About the book: In a land of masquerades and mystery, Evie is a mask maker in Venesia, where masks represent rank and identity. When a cryptic bandit strips away Evie’s mask and destroys her home, she goes into hiding at the palace to find both a new identity—and revenge. Fantasy lovers will be caught up by the mystique, romance, and magic of "What Is Hidden."
My Review: Evie has been making masks in Venesia with her father for a long time. It has always been a a safe occupation, but not anymore. A man that has been nicknamed The Chameleon is going through Venesia stealing people's masks and also their identities. That very night, a man breaks into Evie and her father's home, kills her father, and sets their home on fire. Worse still for Evie, he steals her mask and leaves her the very mark that he wears on his face. Evie must learn who to trust and who not to trust, and she must keep her face hidden. Because in a world where a person's mask is their identity, one must guard their identity wisely.
I really enjoyed reading this book. Evie is a well-written character. I really liked all of the characters, especially Aiden, I was surprised that Evie hadn't figured out who he was by the time that he revealed his identity though. I thought that the story is really original, the plot is fun with twists and turns that you won't see coming. This is a book that you won't want to put down until you have read the very last page.
I was sent an e-copy of this book in exchange for an honest review.

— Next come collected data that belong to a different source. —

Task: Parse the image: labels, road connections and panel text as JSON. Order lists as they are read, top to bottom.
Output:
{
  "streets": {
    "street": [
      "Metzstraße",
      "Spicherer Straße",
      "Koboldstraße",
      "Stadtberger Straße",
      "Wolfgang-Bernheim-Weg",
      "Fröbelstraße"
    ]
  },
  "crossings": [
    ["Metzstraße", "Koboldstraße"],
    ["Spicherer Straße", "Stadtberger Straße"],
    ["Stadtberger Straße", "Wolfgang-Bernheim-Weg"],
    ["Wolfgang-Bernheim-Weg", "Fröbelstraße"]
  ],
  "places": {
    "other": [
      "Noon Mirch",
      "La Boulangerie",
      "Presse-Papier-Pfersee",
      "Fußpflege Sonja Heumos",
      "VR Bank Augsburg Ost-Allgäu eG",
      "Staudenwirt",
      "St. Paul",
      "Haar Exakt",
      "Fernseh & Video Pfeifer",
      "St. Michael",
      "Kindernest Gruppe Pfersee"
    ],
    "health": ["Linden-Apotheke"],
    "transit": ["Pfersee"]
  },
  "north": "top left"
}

About the Author: Lauren Skidmore grew up in Kansas, with stints in Ohio and New York, and currently lives in Utah. She attended Brigham Young University where she earned a BA in English Teaching with an emphasis in Teaching English as a Second Language and Japanese. She then spent a year in Japan teaching and travelling. She hasn’t made it to Europe yet, but it’s on the list and has been to 30 states in the U.S. so far. When she’s not exploring new places, you can probably find her on the internet with fifteen windows open and looking at just one more thing before actually getting something done.